[Task goal] Return every record exactly as it appears. Leave nothing out.

(Stored items)
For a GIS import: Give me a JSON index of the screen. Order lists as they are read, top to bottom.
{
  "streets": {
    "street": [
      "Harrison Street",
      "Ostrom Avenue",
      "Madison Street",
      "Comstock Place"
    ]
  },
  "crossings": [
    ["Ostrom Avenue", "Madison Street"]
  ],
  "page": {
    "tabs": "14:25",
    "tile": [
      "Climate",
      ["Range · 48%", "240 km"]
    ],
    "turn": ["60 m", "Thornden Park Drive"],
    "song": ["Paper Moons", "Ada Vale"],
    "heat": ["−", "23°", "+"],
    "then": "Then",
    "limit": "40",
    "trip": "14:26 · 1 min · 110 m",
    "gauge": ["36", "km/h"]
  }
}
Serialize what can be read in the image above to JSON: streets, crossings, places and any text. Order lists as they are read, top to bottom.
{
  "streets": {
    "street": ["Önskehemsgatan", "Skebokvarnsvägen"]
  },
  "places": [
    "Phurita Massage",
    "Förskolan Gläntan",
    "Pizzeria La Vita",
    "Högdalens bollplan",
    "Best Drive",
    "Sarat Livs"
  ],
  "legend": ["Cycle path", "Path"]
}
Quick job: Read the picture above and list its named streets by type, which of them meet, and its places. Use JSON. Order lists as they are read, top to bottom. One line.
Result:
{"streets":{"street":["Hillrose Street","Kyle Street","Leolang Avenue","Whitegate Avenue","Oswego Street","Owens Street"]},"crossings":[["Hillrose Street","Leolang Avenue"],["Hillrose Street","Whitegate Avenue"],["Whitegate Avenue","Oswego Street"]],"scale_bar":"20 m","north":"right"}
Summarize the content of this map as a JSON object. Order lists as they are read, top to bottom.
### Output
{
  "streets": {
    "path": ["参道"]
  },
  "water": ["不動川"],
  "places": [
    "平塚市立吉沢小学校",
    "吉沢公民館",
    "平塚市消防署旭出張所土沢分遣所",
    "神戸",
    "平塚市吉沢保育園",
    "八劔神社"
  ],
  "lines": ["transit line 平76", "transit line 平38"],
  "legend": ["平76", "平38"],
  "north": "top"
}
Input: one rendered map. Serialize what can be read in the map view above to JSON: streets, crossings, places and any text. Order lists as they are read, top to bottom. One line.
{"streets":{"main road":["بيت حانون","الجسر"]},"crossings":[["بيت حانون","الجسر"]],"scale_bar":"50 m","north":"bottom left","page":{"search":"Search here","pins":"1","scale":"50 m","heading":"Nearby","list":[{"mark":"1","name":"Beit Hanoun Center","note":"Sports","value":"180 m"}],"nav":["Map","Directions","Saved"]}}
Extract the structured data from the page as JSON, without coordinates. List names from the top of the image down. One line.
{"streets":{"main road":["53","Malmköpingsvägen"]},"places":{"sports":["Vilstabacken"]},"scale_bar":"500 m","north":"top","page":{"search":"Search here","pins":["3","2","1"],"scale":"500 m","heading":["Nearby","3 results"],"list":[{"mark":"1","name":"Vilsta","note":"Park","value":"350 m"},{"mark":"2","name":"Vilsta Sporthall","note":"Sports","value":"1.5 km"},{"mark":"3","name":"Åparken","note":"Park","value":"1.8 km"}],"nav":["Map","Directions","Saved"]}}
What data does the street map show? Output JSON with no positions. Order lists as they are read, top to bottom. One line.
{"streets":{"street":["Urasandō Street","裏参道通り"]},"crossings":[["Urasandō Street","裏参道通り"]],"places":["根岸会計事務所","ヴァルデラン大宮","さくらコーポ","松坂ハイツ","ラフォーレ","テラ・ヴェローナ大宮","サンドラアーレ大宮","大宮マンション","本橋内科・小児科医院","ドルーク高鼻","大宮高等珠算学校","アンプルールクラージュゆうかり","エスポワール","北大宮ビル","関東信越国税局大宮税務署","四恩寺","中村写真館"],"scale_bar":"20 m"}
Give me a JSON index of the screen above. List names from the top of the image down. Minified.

[Answer for the task]
For a GIS import: Give me a JSON index of the screen. Order lists as they are read, top to bottom.
{
  "streets": {
    "street": [
      "Harrison Street",
      "Ostrom Avenue",
      "Madison Street",
      "Comstock Place"
    ]
  },
  "crossings": [
    ["Ostrom Avenue", "Madison Street"]
  ],
  "page": {
    "tabs": "14:25",
    "tile": [
      "Climate",
      ["Range · 48%", "240 km"]
    ],
    "turn": ["60 m", "Thornden Park Drive"],
    "song": ["Paper Moons", "Ada Vale"],
    "heat": ["−", "23°", "+"],
    "then": "Then",
    "limit": "40",
    "trip": "14:26 · 1 min · 110 m",
    "gauge": ["36", "km/h"]
  }
}
Serialize what can be read in the image above to JSON: streets, crossings, places and any text. Order lists as they are read, top to bottom.
{
  "streets": {
    "street": ["Önskehemsgatan", "Skebokvarnsvägen"]
  },
  "places": [
    "Phurita Massage",
    "Förskolan Gläntan",
    "Pizzeria La Vita",
    "Högdalens bollplan",
    "Best Drive",
    "Sarat Livs"
  ],
  "legend": ["Cycle path", "Path"]
}
Quick job: Read the picture above and list its named streets by type, which of them meet, and its places. Use JSON. Order lists as they are read, top to bottom. One line.
Result:
{"streets":{"street":["Hillrose Street","Kyle Street","Leolang Avenue","Whitegate Avenue","Oswego Street","Owens Street"]},"crossings":[["Hillrose Street","Leolang Avenue"],["Hillrose Street","Whitegate Avenue"],["Whitegate Avenue","Oswego Street"]],"scale_bar":"20 m","north":"right"}
Summarize the content of this map as a JSON object. Order lists as they are read, top to bottom.
### Output
{
  "streets": {
    "path": ["参道"]
  },
  "water": ["不動川"],
  "places": [
    "平塚市立吉沢小学校",
    "吉沢公民館",
    "平塚市消防署旭出張所土沢分遣所",
    "神戸",
    "平塚市吉沢保育園",
    "八劔神社"
  ],
  "lines": ["transit line 平76", "transit line 平38"],
  "legend": ["平76", "平38"],
  "north": "top"
}
Input: one rendered map. Serialize what can be read in the map view above to JSON: streets, crossings, places and any text. Order lists as they are read, top to bottom. One line.
{"streets":{"main road":["بيت حانون","الجسر"]},"crossings":[["بيت حانون","الجسر"]],"scale_bar":"50 m","north":"bottom left","page":{"search":"Search here","pins":"1","scale":"50 m","heading":"Nearby","list":[{"mark":"1","name":"Beit Hanoun Center","note":"Sports","value":"180 m"}],"nav":["Map","Directions","Saved"]}}
Extract the structured data from the page as JSON, without coordinates. List names from the top of the image down. One line.
{"streets":{"main road":["53","Malmköpingsvägen"]},"places":{"sports":["Vilstabacken"]},"scale_bar":"500 m","north":"top","page":{"search":"Search here","pins":["3","2","1"],"scale":"500 m","heading":["Nearby","3 results"],"list":[{"mark":"1","name":"Vilsta","note":"Park","value":"350 m"},{"mark":"2","name":"Vilsta Sporthall","note":"Sports","value":"1.5 km"},{"mark":"3","name":"Åparken","note":"Park","value":"1.8 km"}],"nav":["Map","Directions","Saved"]}}
What data does the street map show? Output JSON with no positions. Order lists as they are read, top to bottom. One line.
{"streets":{"street":["Urasandō Street","裏参道通り"]},"crossings":[["Urasandō Street","裏参道通り"]],"places":["根岸会計事務所","ヴァルデラン大宮","さくらコーポ","松坂ハイツ","ラフォーレ","テラ・ヴェローナ大宮","サンドラアーレ大宮","大宮マンション","本橋内科・小児科医院","ドルーク高鼻","大宮高等珠算学校","アンプルールクラージュゆうかり","エスポワール","北大宮ビル","関東信越国税局大宮税務署","四恩寺","中村写真館"],"scale_bar":"20 m"}
Give me a JSON index of the screen above. List names from the top of the image down. Minified.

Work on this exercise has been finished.